A suit was filed in the Franklin circuit court, by certain taxpayers against the members of the State Budget Commission, wherein it was alleged that the Senate Bill violated sections 49 and 50 of the State Constitution, and was void. The circuit court entered a judgment declaring the act void. The State Budget Commission appeals.

It is insisted by the taxpayers that warrants drawn by the auditor under section 143, Ky. Stats., against legal •appropriations, indorsed by the state treasurer as provided by section 4688a-2, Ky. Statutes, are not “debts” within the meaning of sections 49 and 50 of the Constitution. The State Budget Commission contends they constitute debts within the meaning of these sections, and that the General Assembly was within its constitutional rights when it adopted Senate Bill 454, authorizing the issuance and sale of bonds without submitting the question of their issuance and sale to the people at a general election.

The vital questions presented by this appeal are not ones of first impression with this court. However, we shall so consider and dispose of them. To consider and dispose of them we are required to do so in the light of sections 49 and 50 of the Constitution. It is essential to view sections 49 and 50 in connection with other related sections and also certain sections of the statutes enacted in pursuance thereof.

Section 49 reads:

“The general assembly may contract debts to meet casual deficits or failures in the revenue; but such debts, direct or contingent, singly or in the aggregate, shall not at any time exceed five hundred thousand dollars ($500,000.00), and the moneys axis *704 ing from loans creating such debts shall be applied only to the purpose or purposes for which they were obtained, or to repay such debts: Provided, The general assembly may contract debts to repel invasion, suppress insurrection, or; if hostilities are threatened, provide for the public defense.”

Section 50 is in this language:

“No act of the general assembly shall authorize any debt to be contracted on behalf of the Commonwealth except for the purposes mentioned in sec. 49, unless provision be made therein to levy and collect an annual tax sufficient to pay the interest stipulated, and to discharge the debt within thirty years; nor shall such act take effect until it shall have been submitted to the people at a general election, and shall have received a majority of all the votes cast for and against it: Provided, The gen-, eral assembly may contract debts by borrowing money to pay any part of the debt of the state, without submission to the people, and without making provision in the act authorizing the same for a tax to discharge the debt so contracted, or the interest thereon. ’ ’

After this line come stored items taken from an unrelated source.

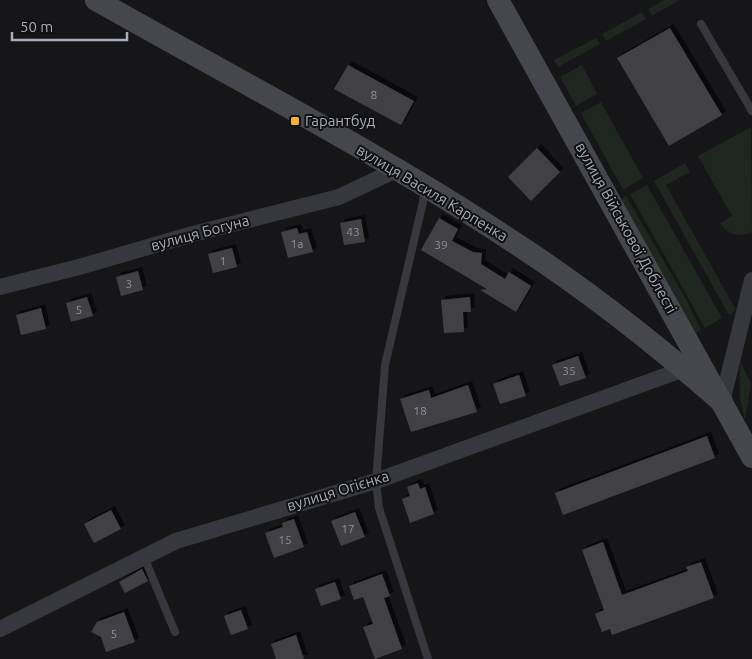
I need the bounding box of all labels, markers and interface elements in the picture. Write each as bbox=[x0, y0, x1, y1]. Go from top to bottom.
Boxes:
scale bar bbox=[12, 10, 128, 42]
text: 50 m bbox=[20, 18, 53, 35]
house number: 8 bbox=[371, 88, 378, 101]
place label: Гарантбуд bbox=[305, 112, 376, 129]
marker: Гарантбуд bbox=[289, 115, 301, 127]
street label: вулиця Військової Доблесті bbox=[572, 139, 681, 316]
street label: вулиця Василя Карпенка bbox=[354, 141, 511, 244]
street label: вулиця Богуна bbox=[149, 211, 251, 254]
house number: 43 bbox=[346, 225, 360, 238]
house number: 1а bbox=[291, 237, 303, 250]
house number: 39 bbox=[434, 238, 448, 251]
house number: 1 bbox=[220, 254, 226, 267]
house number: 3 bbox=[126, 277, 132, 290]
house number: 5 bbox=[76, 303, 82, 316]
house number: 35 bbox=[562, 364, 576, 377]
house number: 18 bbox=[413, 404, 427, 417]
street label: вулиця Огієнка bbox=[285, 467, 391, 514]
house number: 17 bbox=[341, 522, 355, 535]
house number: 15 bbox=[278, 533, 292, 546]
house number: 5 bbox=[111, 627, 117, 640]

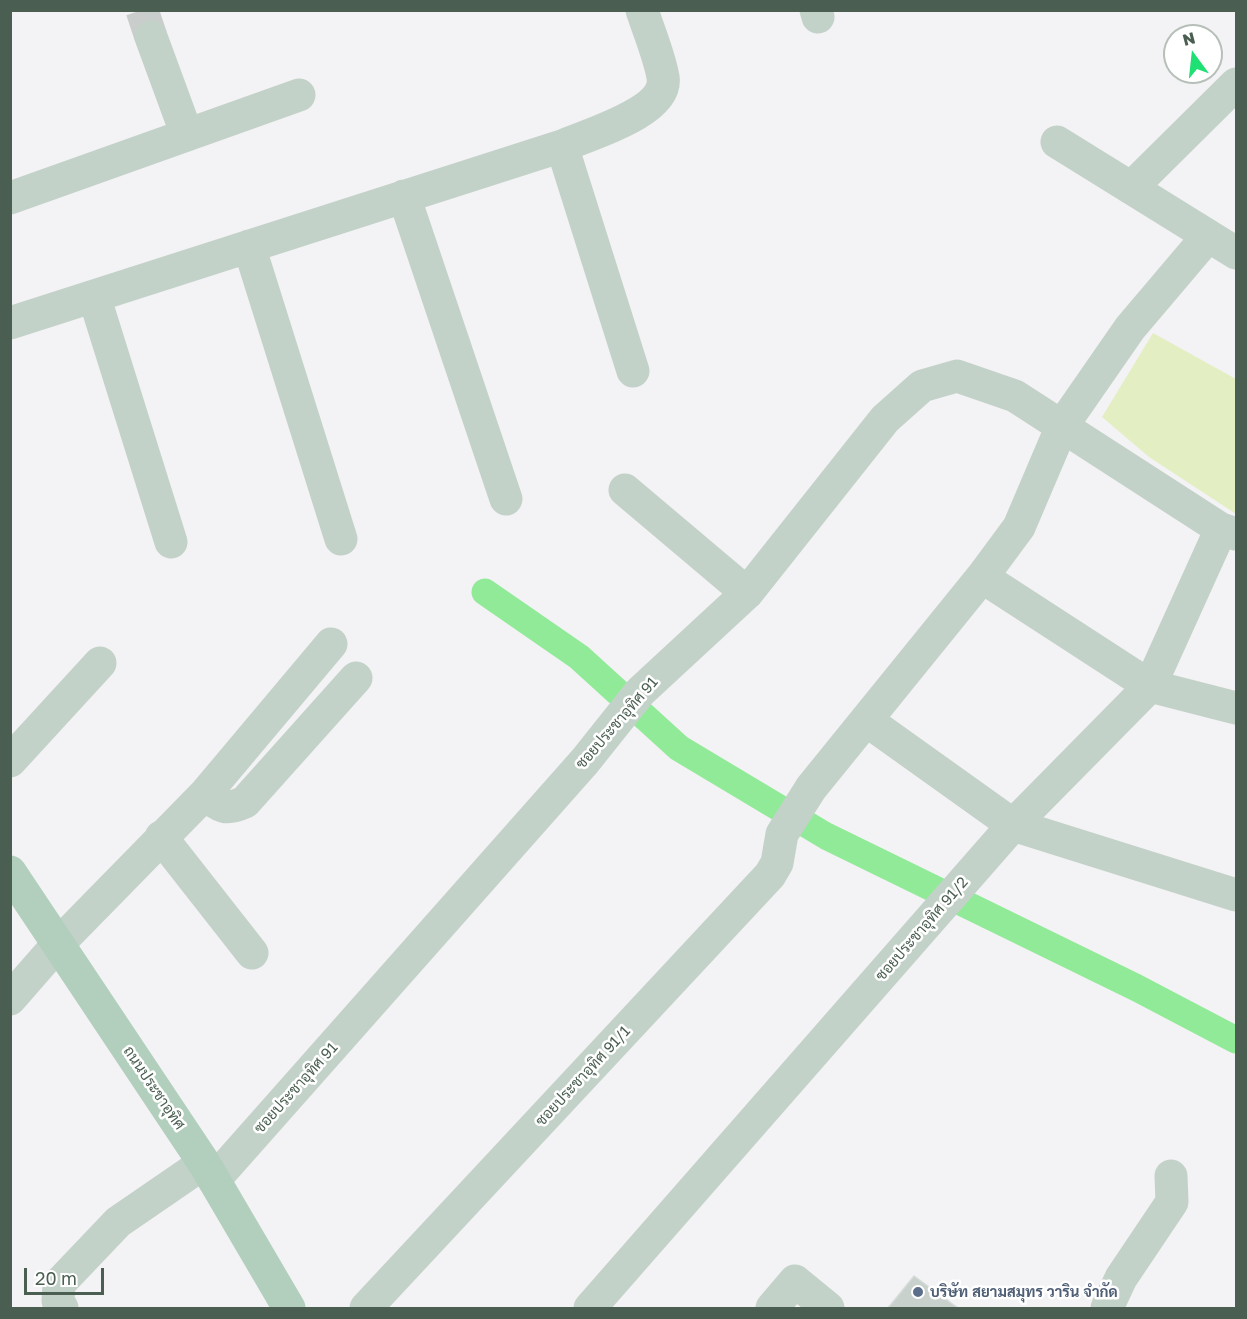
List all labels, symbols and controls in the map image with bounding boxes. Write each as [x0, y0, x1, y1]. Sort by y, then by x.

Section 171 provides, in part:

“The general assembly shall provide by law an annual tax, which with other resources, shall be sufficient to defray the estimated expenses of the Commonwealth for each fiscal year. . . .”

Section 230 declares:

“No money shall be drawn from the state treasury, except in pursuance of appropriations made by law.”

Section 88 confers on the Governor power to disapprove “any part or parts of appropriation bills embracing distinct items, and the part or parts disapproved shall not become a law unless reconsidered and passed, as in case of a bill.” Fergus v. Russ. 270 Ill. 304, 110 N. E. 130, Ann. Cas. 1916B, 1120.

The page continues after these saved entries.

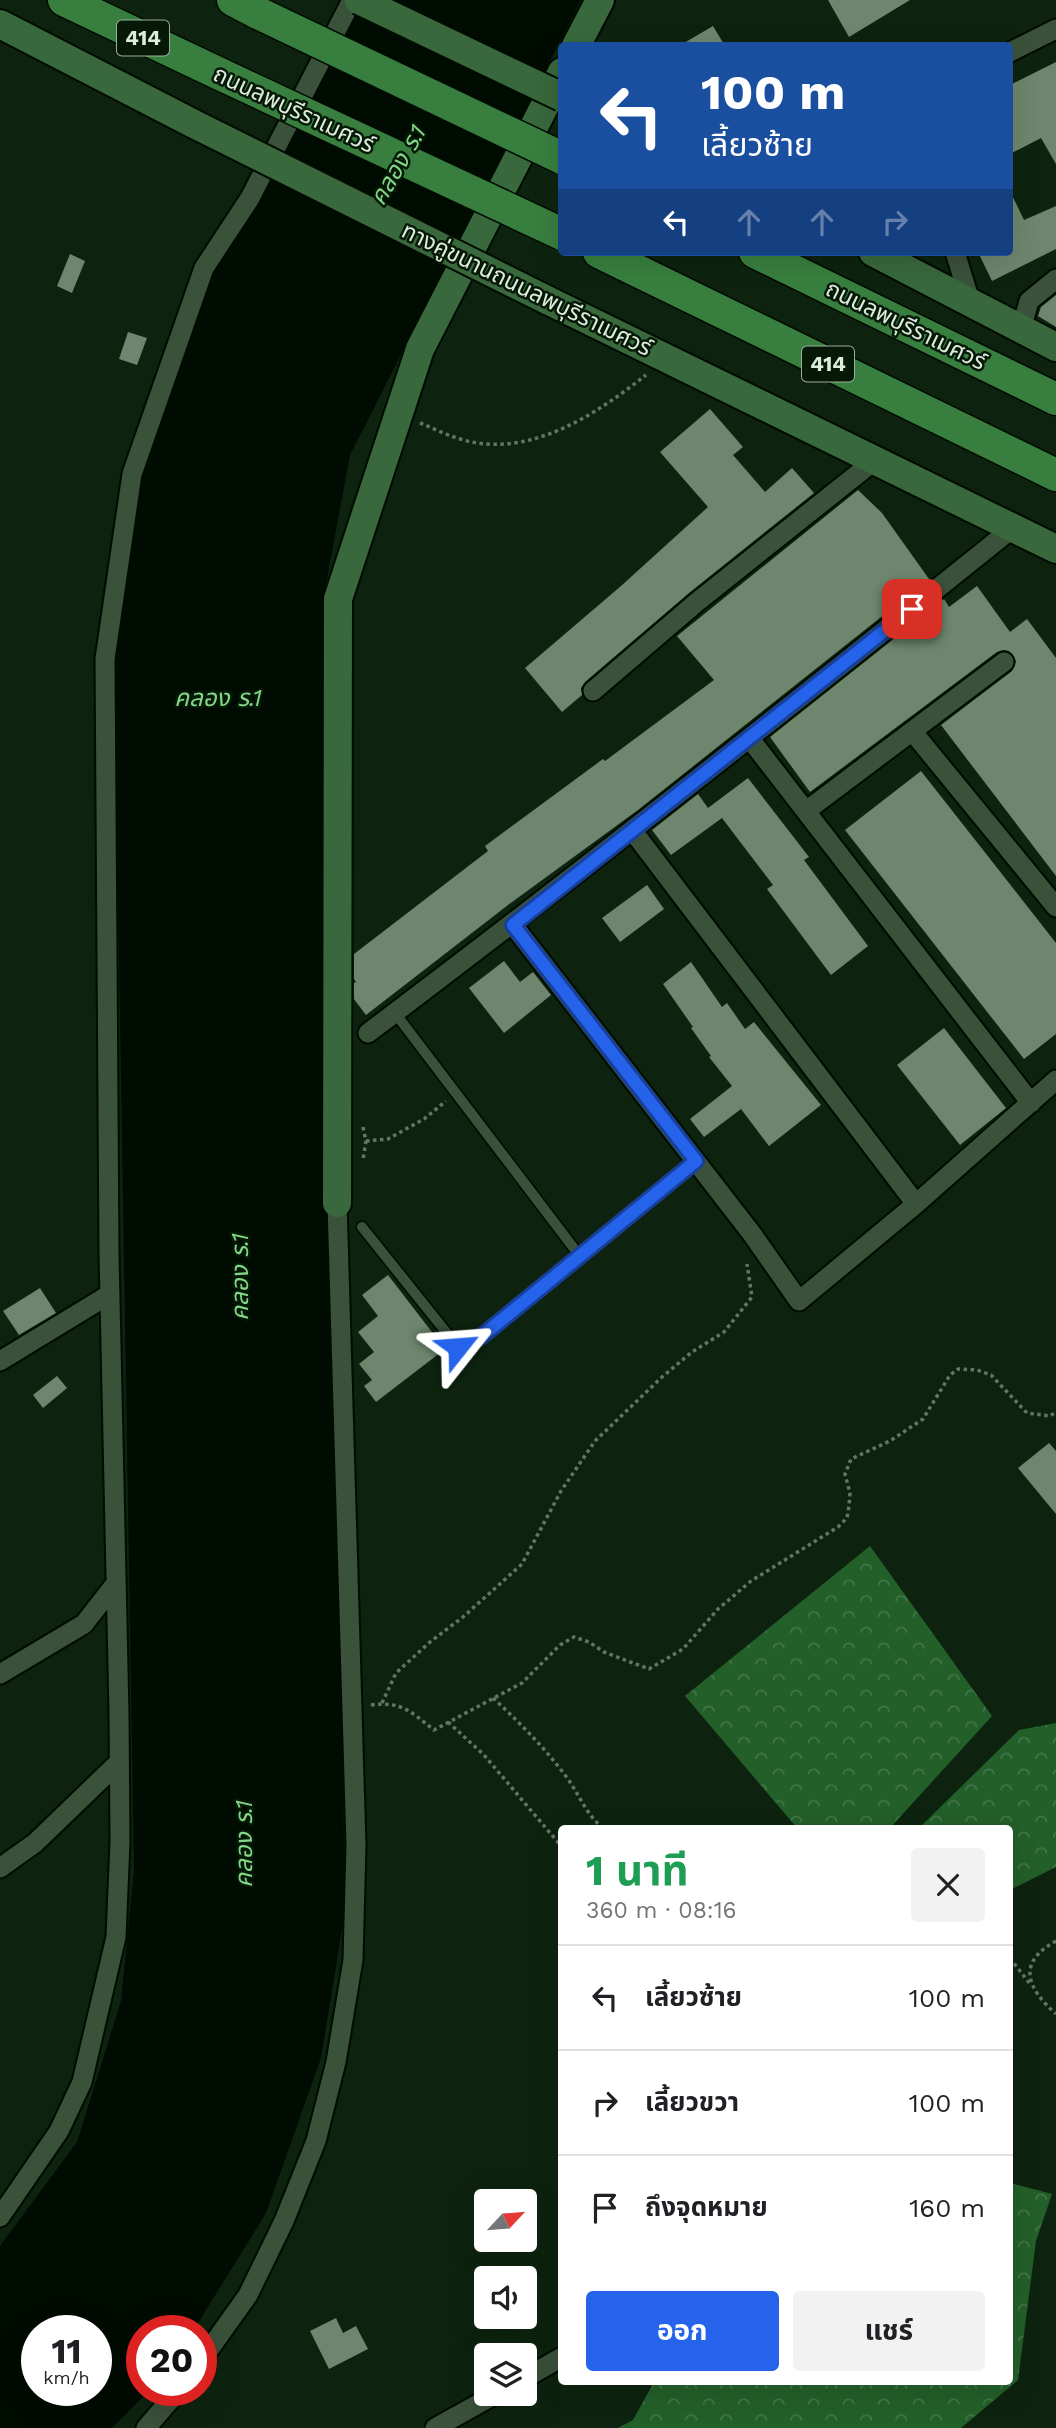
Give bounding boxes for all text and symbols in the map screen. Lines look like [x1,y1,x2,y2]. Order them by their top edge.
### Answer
road number: 414 [117,20,169,56]
street label: ถนนลพบุรีราเมศวร์ [209,60,380,159]
text: 100 m [701,63,845,121]
icon: left [586,70,677,161]
water label: คลอง ร.1 [364,120,432,210]
text: เลี้ยวซ้าย [701,126,813,164]
icon: left [657,203,695,241]
icon: ahead [730,203,768,241]
icon: ahead [803,203,841,241]
icon: right [876,203,914,241]
street label: ทางคู่ขนานถนนลพบุรีราเมศวร์ [397,217,657,363]
street label: ถนนลพบุรีราเมศวร์ [821,275,991,376]
road number: 414 [802,346,854,382]
pin [882,579,942,639]
icon: arrive [893,590,931,628]
water label: คลอง ร.1 [174,684,262,712]
water label: คลอง ร.1 [226,1233,254,1321]
position arrow [421,1310,495,1384]
water label: คลอง ร.1 [230,1800,258,1888]
text: 1 นาที [586,1846,689,1895]
button: close [911,1848,985,1922]
text: 360 m · 08:16 [586,1897,737,1924]
icon: left [586,1979,624,2017]
text: เลี้ยวซ้าย [645,1982,742,2012]
text: 100 m [909,1983,985,2013]
icon: right [586,2084,624,2122]
text: เลี้ยวขวา [645,2087,739,2117]
text: 100 m [909,2088,985,2118]
north arrow [474,2189,537,2252]
map controls [474,2189,537,2406]
icon: arrive [586,2189,624,2227]
text: ถึงจุดหมาย [645,2192,768,2222]
text: 160 m [909,2193,985,2223]
button: sound [474,2266,537,2329]
button: ออก [586,2291,779,2371]
button: แชร์ [793,2291,985,2371]
speed limit sign: 20 [126,2315,217,2406]
text: 11 [51,2330,82,2372]
button: layers [474,2343,537,2406]
text: km/h [43,2367,90,2388]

Section 53 imposes upon the General Assembly the duty to provide by law for monthly investigations into the accounts of the treasurer of the state, and the auditor *705 of public accounts, with directions that the results of the investigations be reported to the Governor and by him

“transmitted ... to the general assembly [at the beginning of each session] for scrutiny and appropriate action. ’ ’

Section 143, Ky. Stats., reads:

“A warrant of the auditor upon the treasury shall state upon its face the date, amount, and the name of the person to whom payable, and on what account, and out of what fund to be paid; and shall not be issued unless the money to pay the same has been appropriated by law,- and he may require any claimant to state on the face of his claim the law under which it is payable.”

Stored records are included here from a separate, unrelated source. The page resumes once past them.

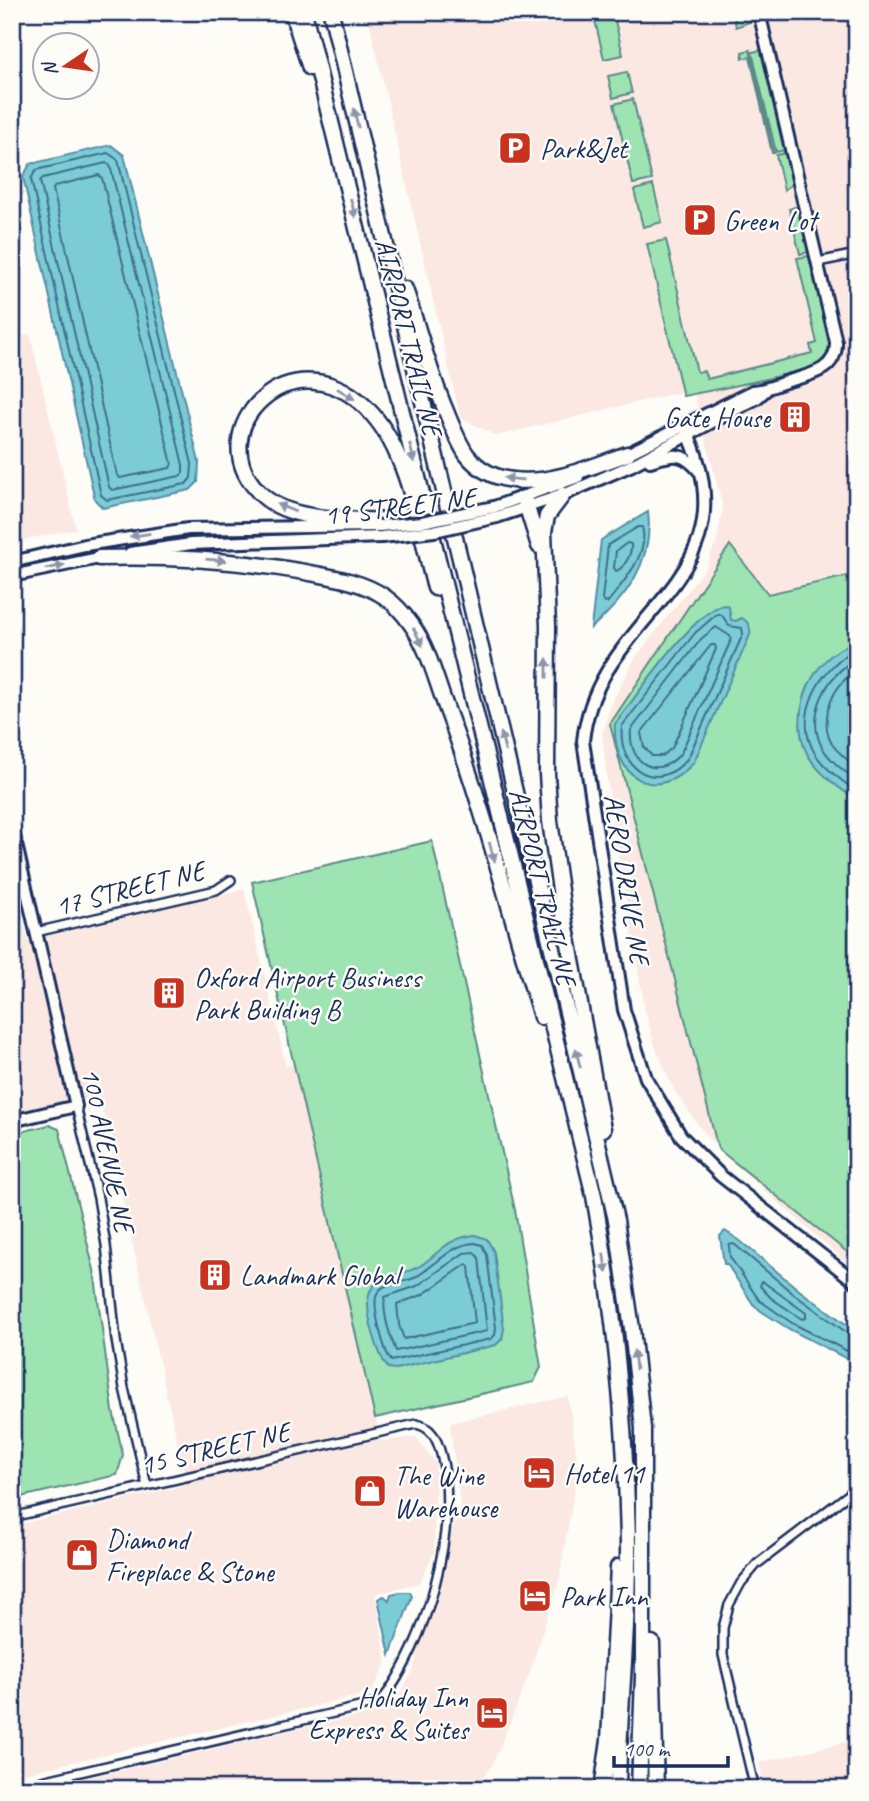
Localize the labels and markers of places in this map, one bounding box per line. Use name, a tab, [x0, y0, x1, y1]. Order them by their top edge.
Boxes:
parking icon: Park&Jet	[496, 129, 534, 167]
place label: Park&Jet	[540, 131, 630, 166]
parking icon: Green Lot	[681, 201, 719, 239]
place label: Green Lot	[724, 203, 820, 238]
building icon: Gate House	[776, 398, 814, 436]
place label: Gate House	[664, 400, 772, 435]
place label: Oxford Airport Business Park Building B	[194, 960, 423, 1027]
building icon: Oxford Airport Business Park Building B	[150, 974, 188, 1012]
building icon: Landmark Global	[196, 1256, 234, 1294]
place label: Landmark Global	[240, 1258, 404, 1293]
hotel icon: Hotel 11	[520, 1454, 558, 1492]
place label: Hotel 11	[564, 1456, 646, 1491]
place label: The Wine Warehouse	[394, 1458, 499, 1525]
shop icon: The Wine Warehouse	[351, 1472, 389, 1510]
place label: Diamond Fireplace & Stone	[106, 1522, 276, 1589]
shop icon: Diamond Fireplace & Stone	[63, 1536, 101, 1574]
hotel icon: Park Inn	[516, 1577, 554, 1615]
place label: Park Inn	[560, 1579, 649, 1614]
place label: Holiday Inn Express & Suites	[309, 1680, 470, 1747]
hotel icon: Holiday Inn Express & Suites	[473, 1694, 511, 1732]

Section 4688a-2, Ky. Stats., reads:

“Whenever any warrant hereafter issued by the auditor of public accounts shall be presented to the treasurer for redemption, and the funds appropriated for the purpose for which said warrant was issued are exhausted, the treasurer shall endorse thereon the date of its presentation with the words, ‘No funds with which to pay this warrant, and it bears five per cent (5%) interest from this date until called in, ’ with his official signature thereto, and such warrant shall thereafter bear interest at the rate of five per cent (5%) per annum, payable semiannually. ’ ’

With these constitutional and statutory provisions in mind, we shall consider the questions presented in connection with the validity of the warrants in existence at the time of the adoption of Senate Bill No. 454.

The purpose of section 53 was to provide the General Assembly and the Governor with statistical facts when considering acts providing for appropriations, carrying provisions for the levy, and collection of taxes with which to meet them.

If the General Assembly in the exercise of its constitutional powers overestimates the revenues, when making appropriations and providing for the levy and collection of taxes for their payment, and the Governor by inadvertence, or otherwise, permits such appropriations to pass his power of veto, and the apropriations *706 ■exceed the levy and collection of taxes provided for their payment, and thereby an actual deficit results, the Legislature may constitutionally at any succeeding session provide, by its enactment, for an additional or supplemental levy and collection of taxes with which to meet such appropriations. If this were not so, the Constitution would be impotent and the Legislature prevented from functioning for governmental purposes. It is well understood that the aggregate of the general appropriations of each Legislature not infrequently in this, as in other states, greatly exceeds the' amount of cash in the hands of the state treasurer when such appropriations are made.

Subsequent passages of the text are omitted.